Immediately after I saw Nebraska my impression was that I had seen one of the most enjoyable films of the year and also one of the best. Since then I’ve thought about it several times and it’s in danger of becoming the year’s No 1. There are several reasons why it stands out. First it looks terrific in Black and White CinemaScope with slow pans across the flat landscapes and a higher than usual number of long shot framings by Phedon Papamichael, director Alexander Payne’s regular DoP. Second, the excellent casting and wonderful performances give us convincing representations of communities in the small towns of the ‘high plains’ of Montana, Wyoming and Nebraska. This is a film about a ‘real America’ – strangely beautiful even when run-down and tired. I should also mention the excellent score by Mark Orton. I’m actually listening to the soundtrack streamed live as I write.

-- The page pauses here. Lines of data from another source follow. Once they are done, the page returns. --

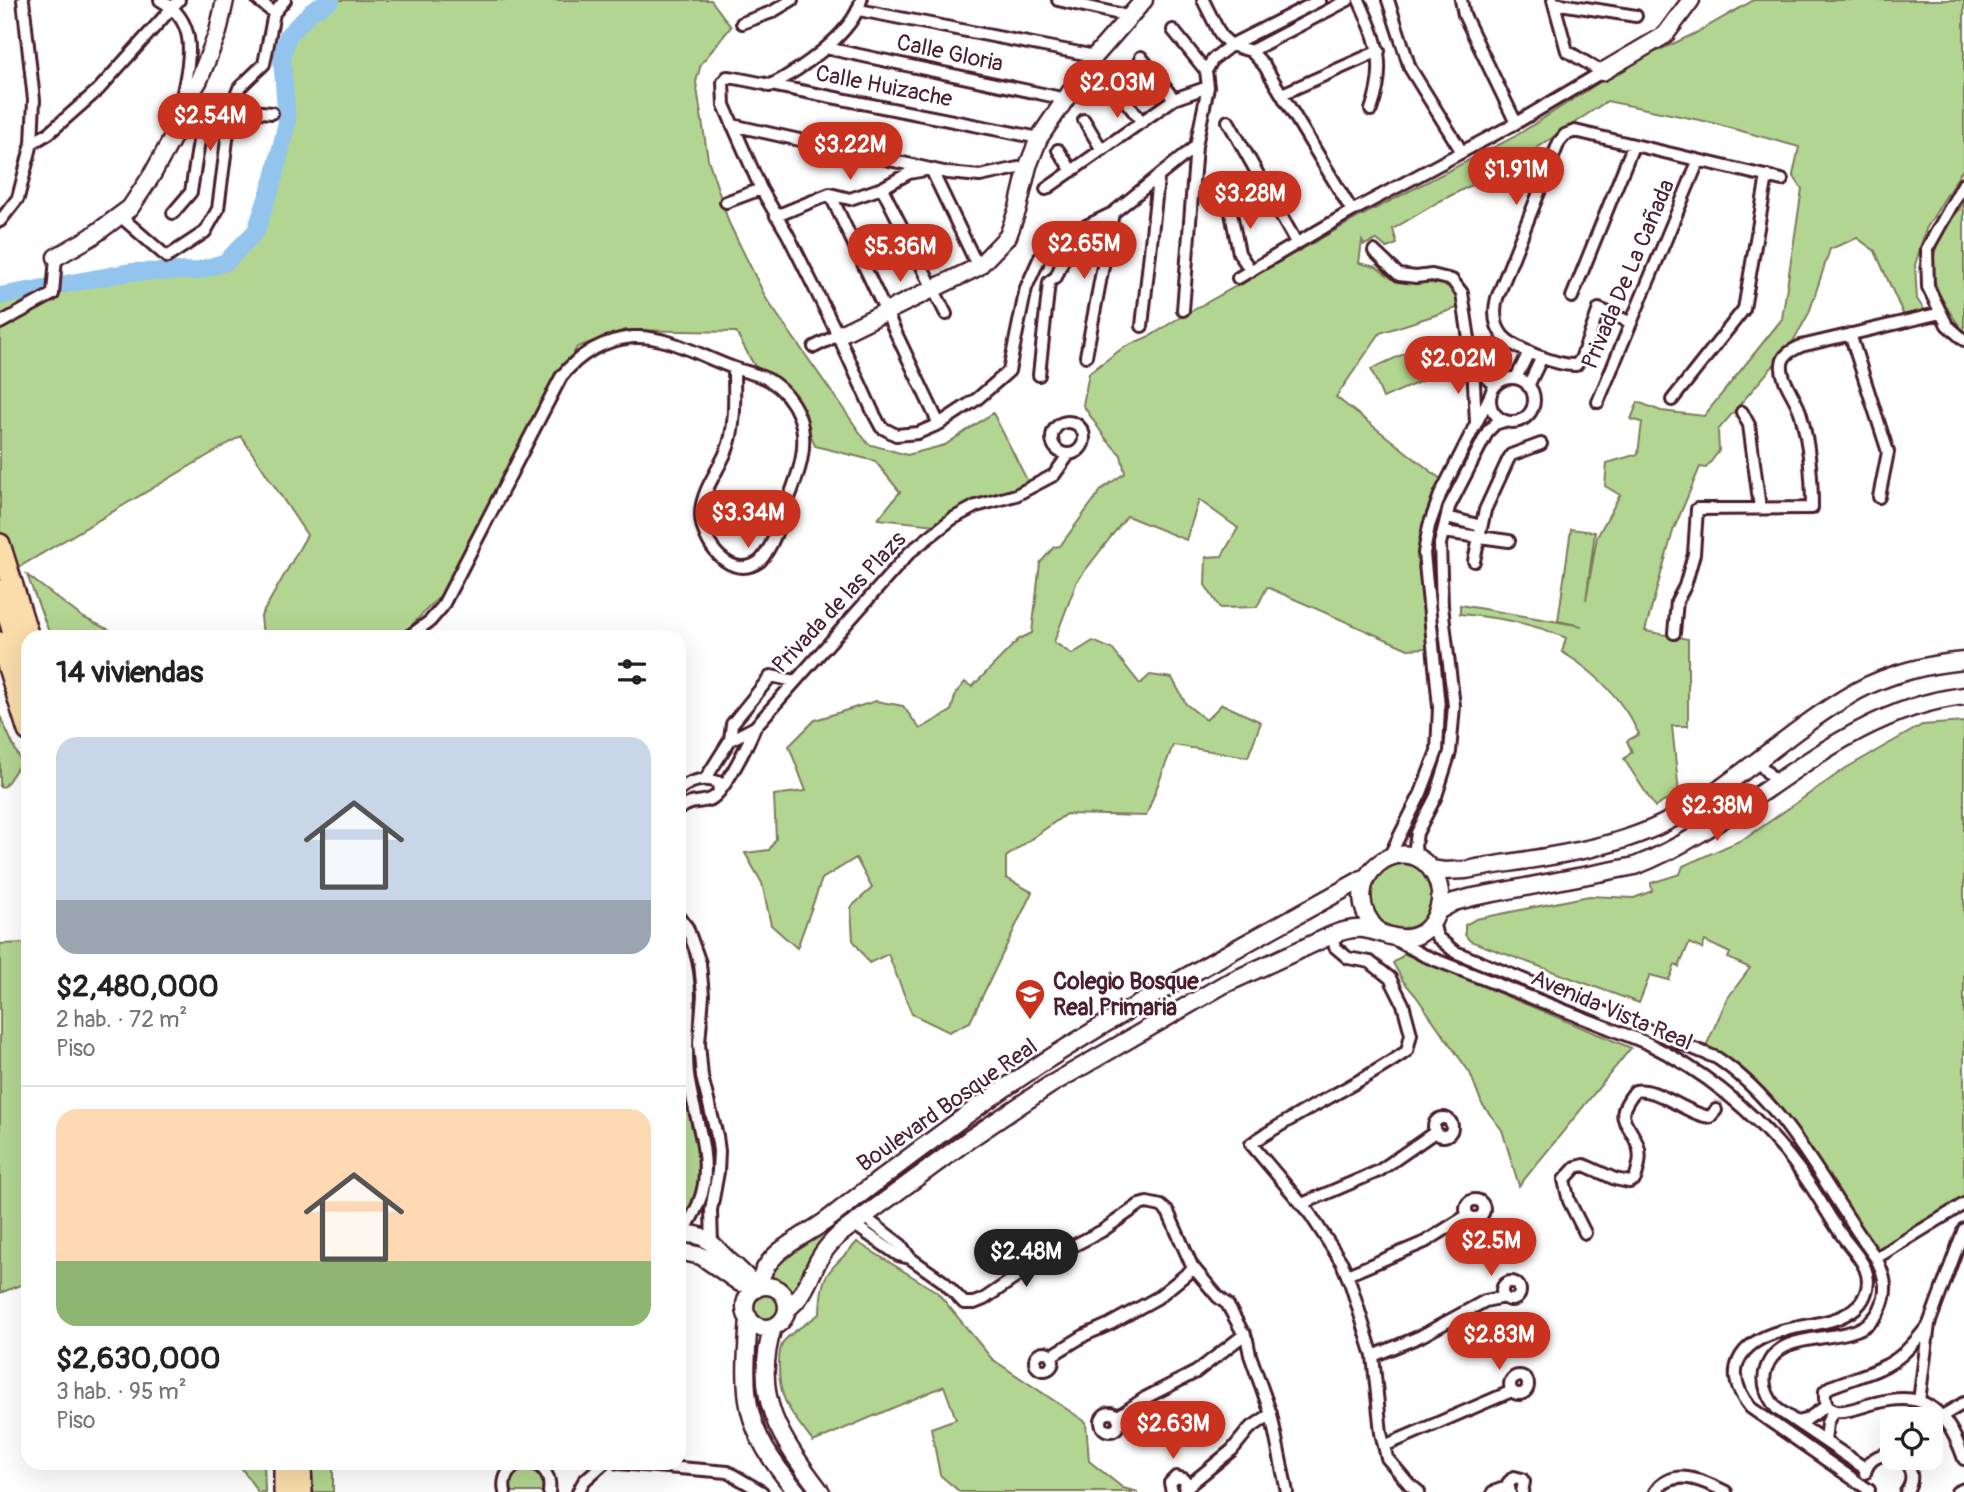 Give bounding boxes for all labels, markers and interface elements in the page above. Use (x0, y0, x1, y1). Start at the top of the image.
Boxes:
street label: Calle Gloria (894, 28, 1006, 78)
street label: Calle Huizache (813, 59, 956, 114)
pin: $2.03M (1060, 60, 1174, 120)
text: $2.03M (1079, 68, 1155, 97)
pin: $2.54M (153, 94, 267, 153)
text: $2.54M (174, 101, 246, 130)
pin: $3.22M (793, 122, 907, 182)
text: $3.22M (814, 130, 886, 159)
pin: $1.91M (1459, 148, 1573, 207)
text: $1.91M (1484, 155, 1548, 184)
pin: $3.28M (1193, 172, 1307, 231)
street label: Privada De La Cañada (1575, 175, 1681, 373)
text: $3.28M (1214, 179, 1286, 208)
pin: $2.65M (1027, 222, 1141, 281)
pin: $5.36M (843, 224, 957, 284)
text: $2.65M (1048, 229, 1120, 258)
text: $5.36M (864, 232, 936, 261)
pin: $2.02M (1401, 336, 1515, 396)
text: $2.02M (1420, 344, 1496, 373)
pin: $3.34M (691, 490, 805, 550)
text: $3.34M (711, 498, 785, 527)
street label: Privada de las Plazs (766, 525, 912, 679)
icon: filters (613, 653, 651, 691)
text: 14 viviendas (56, 654, 203, 691)
icon: home (291, 782, 417, 908)
pin: $2.38M (1660, 784, 1774, 843)
text: $2.38M (1681, 791, 1753, 820)
street label: Avenida Vista Real (1527, 963, 1697, 1057)
place label: Colegio Bosque Real Primaria (1053, 967, 1199, 1022)
text: $2,480,000 (56, 968, 219, 1005)
school or university icon: Colegio Bosque Real Primaria (1013, 977, 1047, 1021)
text: 2 hab. · 72 m² (56, 1005, 187, 1034)
street label: Boulevard Bosque Real (851, 1032, 1043, 1178)
text: Piso (56, 1034, 95, 1063)
icon: home (291, 1154, 417, 1280)
pin: $2.5M (1442, 1218, 1540, 1278)
text: $2.5M (1461, 1226, 1521, 1255)
pin: $2.48M (969, 1230, 1083, 1289)
text: $2.48M (990, 1237, 1062, 1266)
pin: $2.83M (1442, 1312, 1556, 1372)
text: $2.83M (1463, 1320, 1535, 1349)
text: $2,630,000 (56, 1340, 220, 1377)
text: 3 hab. · 95 m² (56, 1377, 187, 1406)
pin: $2.63M (1116, 1402, 1230, 1461)
text: Piso (56, 1406, 95, 1435)
map controls (1880, 1407, 1943, 1470)
button: locate (1880, 1407, 1943, 1470)
text: $2.63M (1136, 1409, 1210, 1438)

Of course, part of my fascination is because the film speaks specifically to men of a certain age. The narrative offers us a father and son on a road trip – which, as someone who didn’t like the film pointed out to me, combines two of the most common traits of American cinema. The trip involves a bemused and possibly bewildered retired man who wants to travel from Billings, Montana to Lincoln, Nebraska to claim his ‘winnings’ in what he thinks is a lottery but which in reality is just a marketing promotion by a magazine publisher. This is Woody Grant (Bruce Dern). His wife and sons attempt to dissuade him, but in the end the younger son David (Will Forte) decides to drive him to Lincoln, hoping that the journey will give him time to re-build his relationship with a father who he felt was ‘absent’ during his childhood.

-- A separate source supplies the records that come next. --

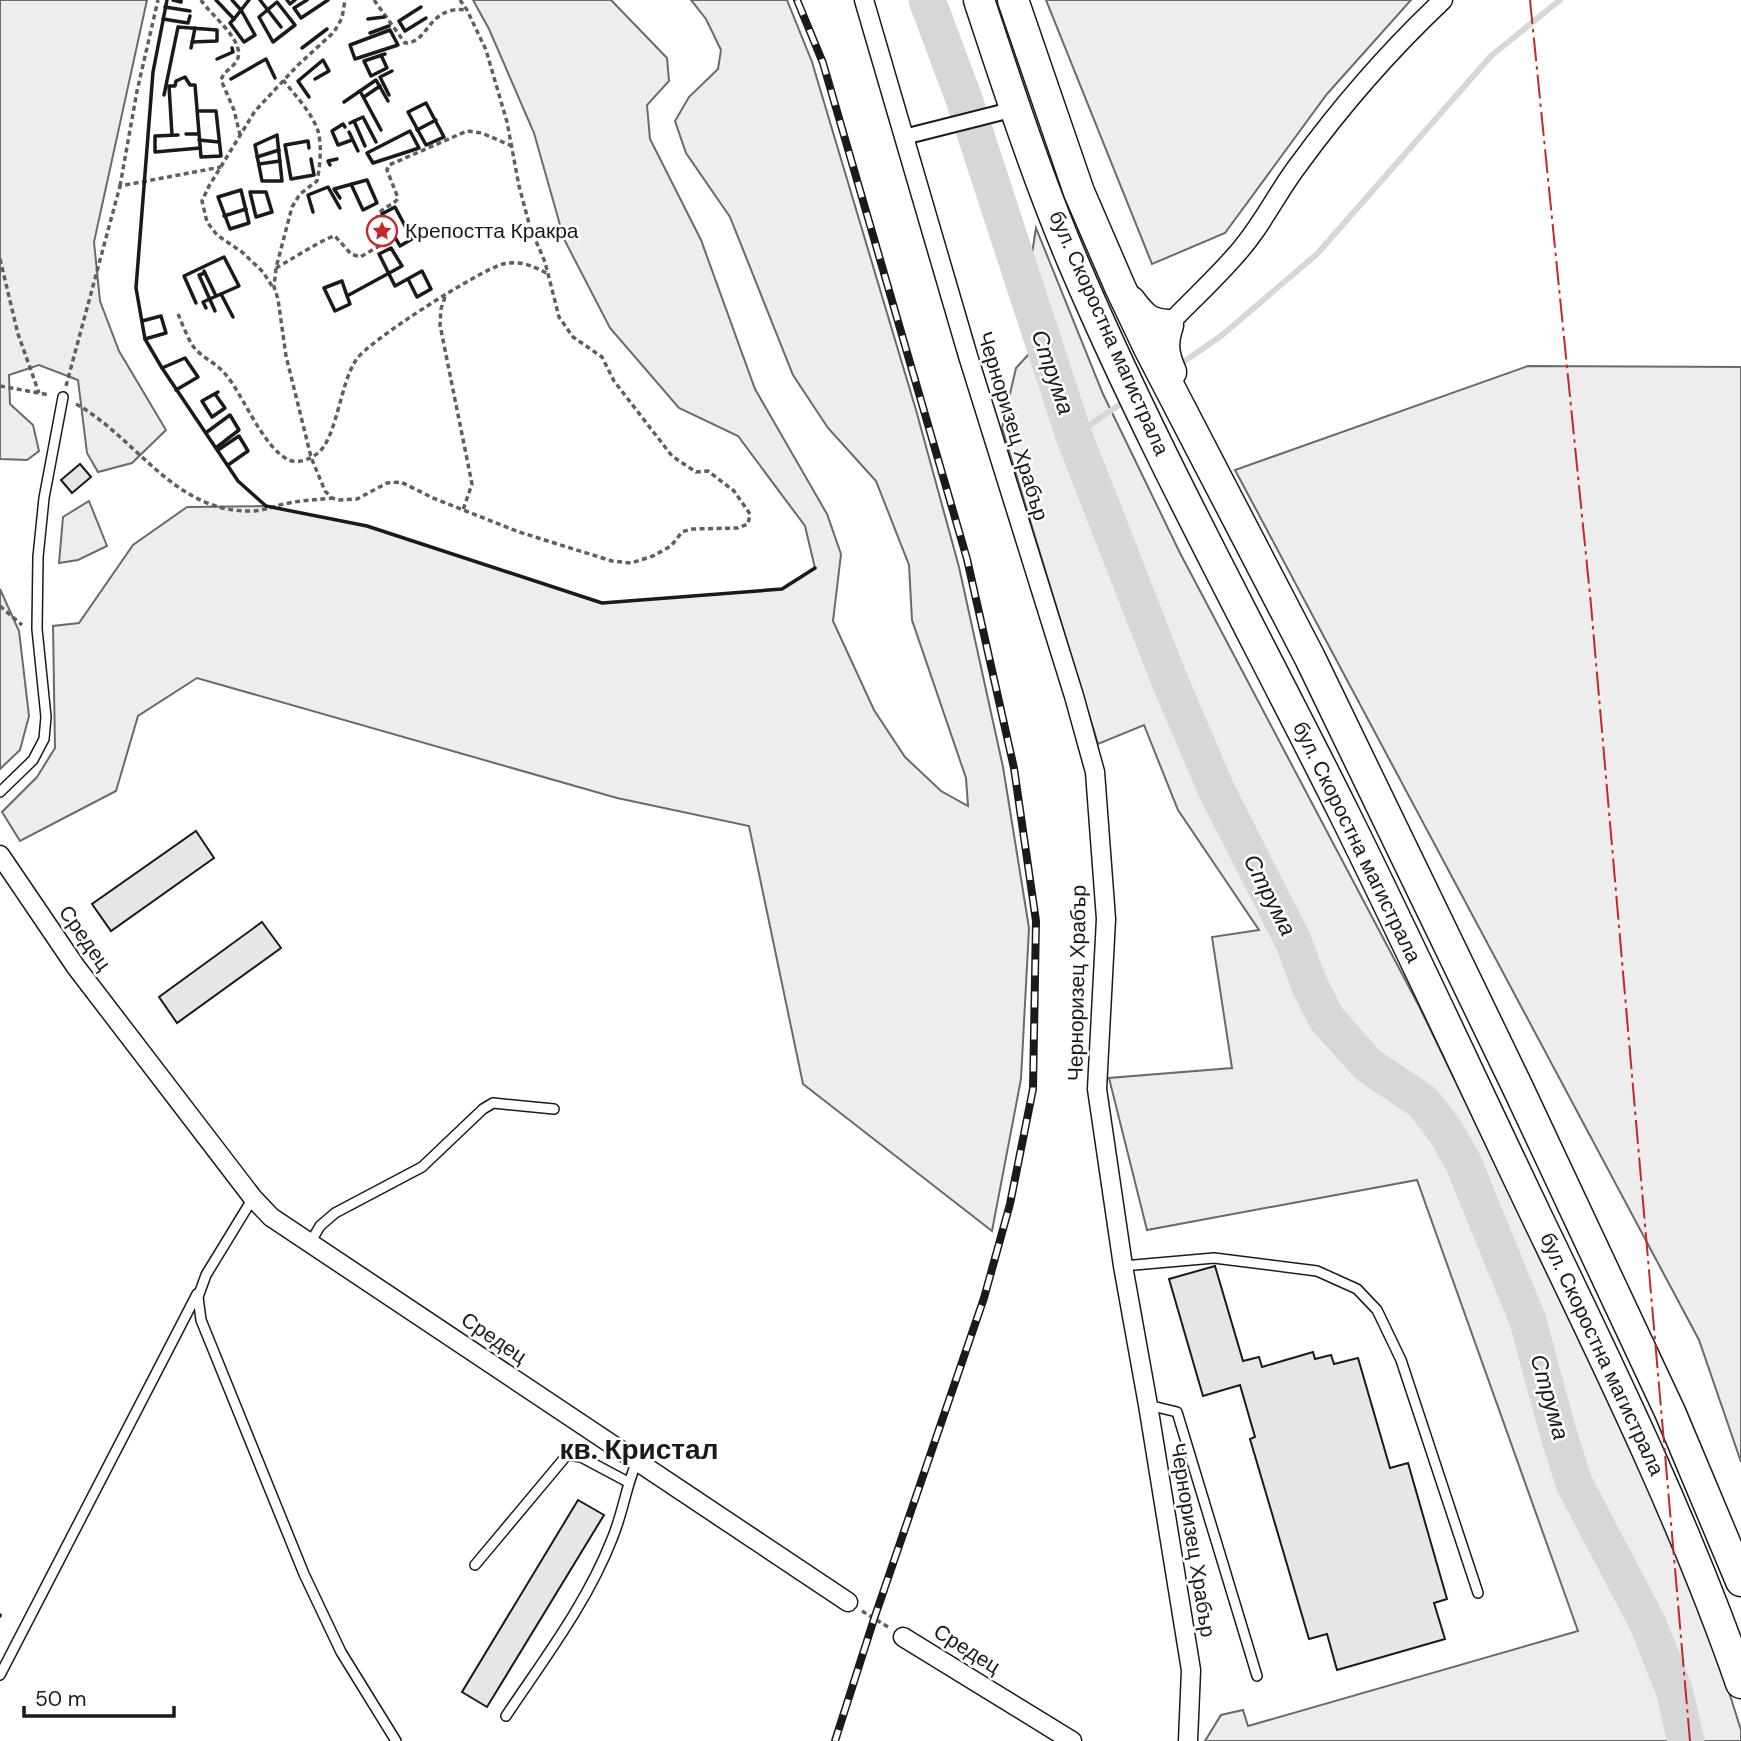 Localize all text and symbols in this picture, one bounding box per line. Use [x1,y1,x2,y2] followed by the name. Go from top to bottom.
[1042,206,1176,460] street label: бул. Скоростна магистрала
[365,214,399,248] place icon: Крепостта Кракра
[405,217,579,245] place label: Крепостта Кракра
[1025,326,1081,418] water label: Струма
[971,328,1055,524] street label: Черноризец Храбър
[1286,717,1428,968] street label: бул. Скоростна магистрала
[1237,849,1303,941] water label: Струма
[1061,885,1093,1081] street label: Черноризец Храбър
[52,900,118,976] street label: Средец
[1533,1228,1671,1480] street label: бул. Скоростна магистрала
[455,1306,533,1370] street label: Средец
[1524,1351,1576,1443] water label: Струма
[560,1431,718,1468] district label: кв. Кристал
[1164,1441,1222,1639] street label: Черноризец Храбър
[928,1618,1006,1680] street label: Средец
[24,1674,175,1718] scale bar
[35,1685,86,1713] text: 50 m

The setting takes Alexander Payne back to his home state and reminds us of both Election (set in a high school in Omaha) and About Schmidt (a road movie, starting from Omaha, with a similarly aged character at its centre played by Jack Nicholson). Like those two films, Nebraska has both comic moments and ‘real’ characters with elements of both hero and anti-hero. One difference, however, is that both the earlier films were literary adaptations but Nebraska is an original script by Bob Nelson, himself a native of South Dakota. Nelson and Payne know the territory and the people and, apart from the intrusion of some black comedy ‘business’ with a couple of ‘goonish’ cousins, the film is pretty close to Rossellini’s ideas for neo-realism. It’s a story taken from a real community with family secrets and relationships that most of us can recognise as ‘real’. I’ve heard criticisms that the film is depressing but I found it to be uplifting and optimistic because it seems to deal with life as it is and not as fantasy.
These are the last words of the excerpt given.